Sunday, September 26, 2010

I feel like I’m losing myself. I’ve quickly transitioned from a summer fraught with wedding plans, family stresses, and a job that had me crying at my desk every day into a fall that has me worried, sick, and crying in my classes every day. I feel like I’m being tested: do I trust myself (my body, my heart, my mind) or do I trust the perspective of the people around me? I think the answer is both, and that is the problem.

It’s clear that I need to sacrifice something, but what should I choose? Should I sacrifice the things that are most life-giving to me, for the next eight months, for the sake of a piece of paper that may or may not be useful in the end? Or should I sacrifice my credibility in the eyes of the people I love in order to recover myself? I need to make a decision, and I’m running out of time.

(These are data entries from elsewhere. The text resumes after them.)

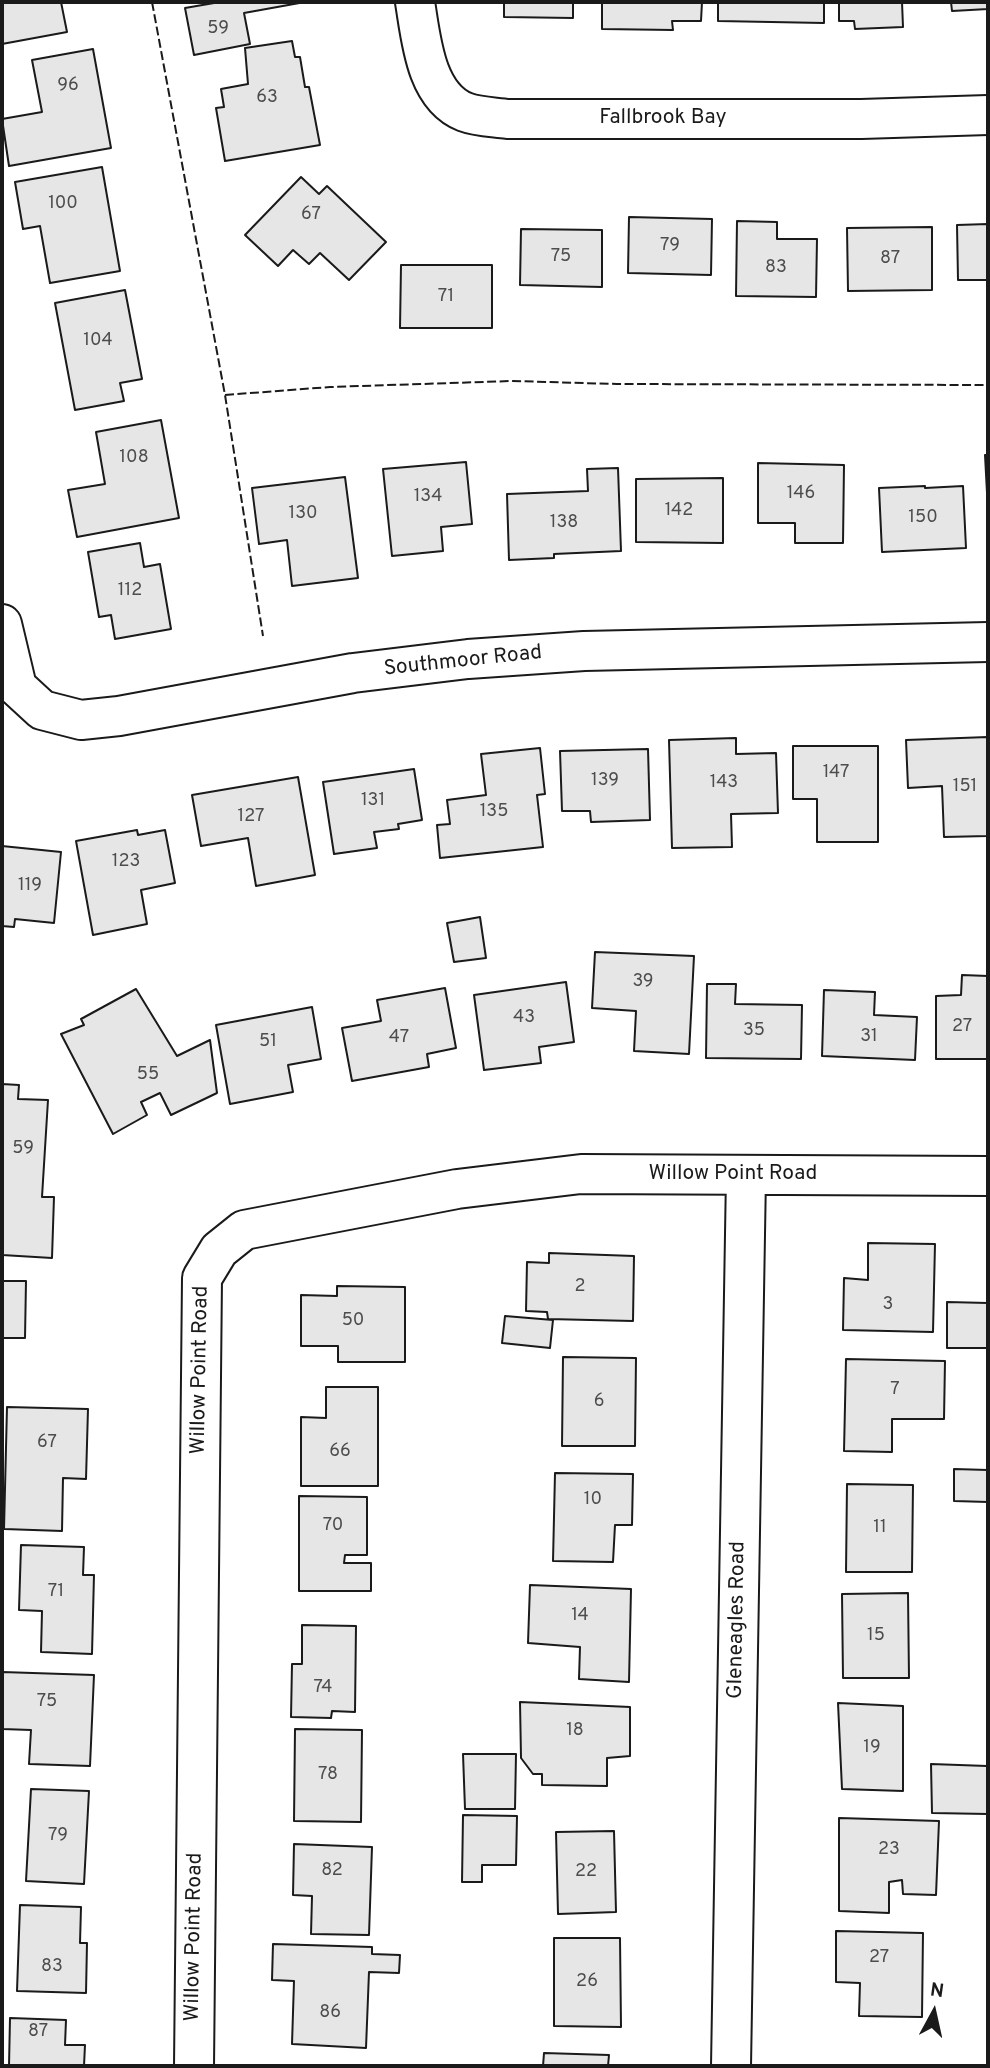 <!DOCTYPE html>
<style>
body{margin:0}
#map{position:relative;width:990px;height:2068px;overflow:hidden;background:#fff;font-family:Overpass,sans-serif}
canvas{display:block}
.frame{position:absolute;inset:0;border:4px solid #1a1a1a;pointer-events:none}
.north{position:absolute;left:899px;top:1977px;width:70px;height:70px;-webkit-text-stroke:5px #fff;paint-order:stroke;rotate:8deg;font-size:19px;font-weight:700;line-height:28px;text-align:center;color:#1a1a1a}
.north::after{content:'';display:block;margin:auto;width:24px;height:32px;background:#1a1a1a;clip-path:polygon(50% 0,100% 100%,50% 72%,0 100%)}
</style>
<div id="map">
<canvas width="990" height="2068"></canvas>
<div class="frame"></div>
<div class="north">N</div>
</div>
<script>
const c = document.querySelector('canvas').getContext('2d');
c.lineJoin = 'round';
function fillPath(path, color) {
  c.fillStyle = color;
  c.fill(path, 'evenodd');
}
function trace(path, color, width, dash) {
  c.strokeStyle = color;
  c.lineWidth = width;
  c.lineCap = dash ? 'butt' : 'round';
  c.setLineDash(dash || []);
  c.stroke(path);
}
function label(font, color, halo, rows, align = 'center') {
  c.font = font + ' Overpass,sans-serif';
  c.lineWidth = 5;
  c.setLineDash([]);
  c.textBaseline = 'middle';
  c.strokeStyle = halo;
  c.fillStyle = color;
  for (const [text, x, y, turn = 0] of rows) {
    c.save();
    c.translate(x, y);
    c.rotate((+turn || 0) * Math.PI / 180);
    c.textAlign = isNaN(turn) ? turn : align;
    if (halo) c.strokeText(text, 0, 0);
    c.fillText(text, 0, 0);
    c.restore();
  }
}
const building = new Path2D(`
 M2,2H61L67,32L2,44Z
 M220,2H305L244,13L250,44L194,55L185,8Z
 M504,2H573V18L504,17Z
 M602,2H702L701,21H672L673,30L602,29Z
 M718,2H824V23L718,21Z
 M839,2H902L903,27L855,29L854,21H839Z
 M951,2H988V9L952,11Z
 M292,41L295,57H300L305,87H309L320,145L225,161L216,108L224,107L221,89L248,84L245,48Z
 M93,49L111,148L9,166L2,119L42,112L32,60Z
 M102,167L120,271L50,283L40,226L23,229L15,182Z
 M301,177L319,194L327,186L386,242L349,280L320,253L309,264L293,250L278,266L245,235Z
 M629,217L712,219L711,275L628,273Z
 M737,221L777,222V239H817L816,297L736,296Z
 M988,224V280H958L957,225Z
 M932,227V290L848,291L847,228Z
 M521,229L602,230V287L520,285Z
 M401,265H492V328H400Z
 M125,290L142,379L120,383L124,401L75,410L55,303Z
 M161,420L179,518L77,537L68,490L105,484L96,432Z
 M985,455H988V512Z
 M466,462L472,524L441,527L443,551L392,556L383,469Z
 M758,463L844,465L843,543H795V523H758Z
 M618,468L621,551L554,554V558L509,560L507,494L588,491L587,469Z
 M345,477L358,578L292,586L287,540L259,544L252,488Z
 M723,478V543L636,542V479Z
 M925,486V488L963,486L966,548L882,552L879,488Z
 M140,543L144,567L160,564L171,629L115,639L111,615L99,617L88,552Z
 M988,737V836L944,837L942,786L908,788L906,740Z
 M736,738V754L776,753L778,813L731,814L732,847L672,848L669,740Z
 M793,746H878V842H817V799H793Z
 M540,748L545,794L537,795L543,847L440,858L437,825L450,824L447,800L486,795L481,754Z
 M648,749L650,820L591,822L590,811H562L560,751Z
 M414,769L422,820L398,824L399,829L374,832L377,848L334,854L323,782Z
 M298,777L315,875L256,886L248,838L201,846L192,795Z
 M137,830L138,835L165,830L175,883L141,890L147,924L93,935L76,841Z
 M2,846L61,852L54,923L15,919L14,927L2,926Z
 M480,917L486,958L454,962L447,923Z
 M595,952L694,956L689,1054L634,1051L636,1011L592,1008Z
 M962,975L988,976V1059H936V996L961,995Z
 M566,982L574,1042L539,1047L541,1063L484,1070L474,995Z
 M707,984H736L735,1004L802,1005L801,1059L706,1058Z
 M445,988L456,1048L427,1054L429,1067L352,1081L342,1028L381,1021L377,1000Z
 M136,989L177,1056L210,1040L217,1093L171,1115L160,1093L141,1102L147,1115L113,1134L61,1034L84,1025L81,1019Z
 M824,990L875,992L874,1015L917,1017L915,1060L822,1056Z
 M312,1007L321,1059L288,1065L293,1092L230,1104L216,1025Z
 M2,1084L19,1085L18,1099L48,1100L42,1197H54L52,1258L2,1255Z
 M868,1243L935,1244L933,1332L843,1330L844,1278L868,1280Z
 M549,1253L634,1256L633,1321L548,1319L547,1312L526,1311L527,1262L549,1263Z
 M2,1281H26L25,1338H2Z
 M337,1286L405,1287V1362H338V1346H301V1295L337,1296Z
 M947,1302L988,1303V1348H947Z
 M505,1316L553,1320L550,1348L502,1343Z
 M563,1357L636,1358L635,1446H562Z
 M846,1359L945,1361L944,1419H892V1452L844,1451Z
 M326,1387H378V1486H301V1417L326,1418Z
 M7,1407L88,1409L86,1479L63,1478L62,1531L4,1529Z
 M954,1469L988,1470V1502L954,1501Z
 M555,1473L633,1474L632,1525H615L613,1562L553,1561Z
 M847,1484L913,1485L912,1572H846Z
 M299,1496L367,1497V1555H345L344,1563H371V1591H299Z
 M21,1545L84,1547L83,1575H94L92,1654L41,1652L42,1611L19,1610Z
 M530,1585L631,1589L629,1682L579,1679L580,1647L528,1643Z
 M908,1593L909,1678H843L842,1594Z
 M302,1625L356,1626L355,1712L332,1711L331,1718L291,1717L292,1664H302Z
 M2,1672L94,1675L90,1766L29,1764L31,1730L2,1729Z
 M520,1702L630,1707V1756L607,1758V1786L542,1785V1774H533L521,1758Z
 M838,1703L903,1706V1791L842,1789Z
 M295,1729L362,1730L361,1822L294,1821Z
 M463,1754H516L515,1809H465Z
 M931,1764L987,1766L988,1814L932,1813Z
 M31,1789L89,1791L84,1884L26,1881Z
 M463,1815L517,1816L516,1865H482V1882H462Z
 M839,1818L939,1821L936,1895L903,1894L902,1880L889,1882V1913L839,1911Z
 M614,1831L616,1912L558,1914L556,1832Z
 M294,1844L372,1847L369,1935L311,1934L312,1896L293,1895Z
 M20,1905L81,1907L80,1943H87L86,1993L17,1991Z
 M836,1931L923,1933L922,2017L859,2016L860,1983L836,1982Z
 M554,1938H620L621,2027L554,2026Z
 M273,1944L372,1947V1954L400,1955L399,1973L369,1972L366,2048L292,2044L294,1981L272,1980Z
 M10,2018L66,2020L65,2045H85L84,2066H9Z
 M544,2053L609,2055L608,2066H543Z`);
const minor = new Path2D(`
 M415,2C421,38 425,96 465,112C478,117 494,117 508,119H861L988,115
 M2,624L17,687L42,710L81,720L119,716L353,673L468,659L584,651L988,642
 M194,2066L202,1278L219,1250L244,1230L457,1189L581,1174L988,1176
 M731,2066L746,1175`);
const fence = new Path2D(`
 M152,2L225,395L263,636
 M225,395L330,387L512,381L617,384L988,385`);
const numberNames = [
 ["59",218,29],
 ["96",68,86],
 ["63",267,98],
 ["100",63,204],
 ["67",311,215],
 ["79",670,246],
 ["75",561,257],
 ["87",890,259],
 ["83",776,268],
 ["71",446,297],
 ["104",98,341],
 ["108",134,458],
 ["146",801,494],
 ["134",428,497],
 ["142",679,511],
 ["130",303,514],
 ["150",923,518],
 ["138",564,523],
 ["112",130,591],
 ["147",836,773],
 ["139",605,781],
 ["143",724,783],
 ["151",965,787],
 ["131",373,801],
 ["135",494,812],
 ["127",251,817],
 ["123",126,862],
 ["119",30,886],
 ["39",643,982],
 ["43",524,1018],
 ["27",962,1027],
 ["35",754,1031],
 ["31",869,1037],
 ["47",399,1038],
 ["51",268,1042],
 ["55",148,1075],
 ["59",23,1149],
 ["2",580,1287],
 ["3",888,1305],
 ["50",353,1321],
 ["7",895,1390],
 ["6",599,1402],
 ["67",47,1443],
 ["66",340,1452],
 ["10",593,1500],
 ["70",333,1526],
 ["11",880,1528],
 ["71",56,1592],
 ["14",580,1616],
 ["15",876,1636],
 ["74",323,1688],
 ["75",47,1702],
 ["18",575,1731],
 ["19",872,1748],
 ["78",328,1775],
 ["79",58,1836],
 ["23",889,1850],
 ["82",332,1871],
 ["22",586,1872],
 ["27",879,1958],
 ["83",52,1967],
 ["26",587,1982],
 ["86",330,2013],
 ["87",38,2032]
];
const streetNames = [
 ["Fallbrook Bay",663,119],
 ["Southmoor Road",463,662,-6],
 ["Willow Point Road",733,1175],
 ["Willow Point Road",201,1370,-89],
 ["Gleneagles Road",738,1620,-89],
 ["Willow Point Road",195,1937,-89]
];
fillPath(building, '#e6e6e6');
trace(building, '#1a1a1a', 2);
trace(minor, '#1a1a1a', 42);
trace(minor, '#fff', 38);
trace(fence, '#1a1a1a', 2, [9, 3.5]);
label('18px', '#4d4d4d', null, numberNames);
label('21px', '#1a1a1a', '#fff', streetNames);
</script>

Someone close to me told me this week that I’m never happy, that because of my inability to finish things I will never be taken seriously, and that maybe school just isn’t for me (which I translated as: I’m stupid). This person had very good intentions, but their words were wounding. The morning after talking to them, I awoke sick, took the day off, and fully intending to do schoolwork wrote a picture book instead. The story is about a little girl who is continuously being told to do things she doesn't want to do, and always does them because she is fearful of disappointing the people around her. Then, one day, she just can’t do it anymore. She decides to trust herself: to trust that she knows herself best. And then she slowly begins to reclaim herself. I need to trust myself right now. I know in my heart that none of what this person said about me is true. Rather: if I’m not happy, if people don’t take me seriously, and if I’m floundering in school, it means that I haven’t found my place yet.

Can I be true to myself and continue on this path of finishing a diploma for the sake of having credentials? I think I know the answer, but am terrified of acknowledging it.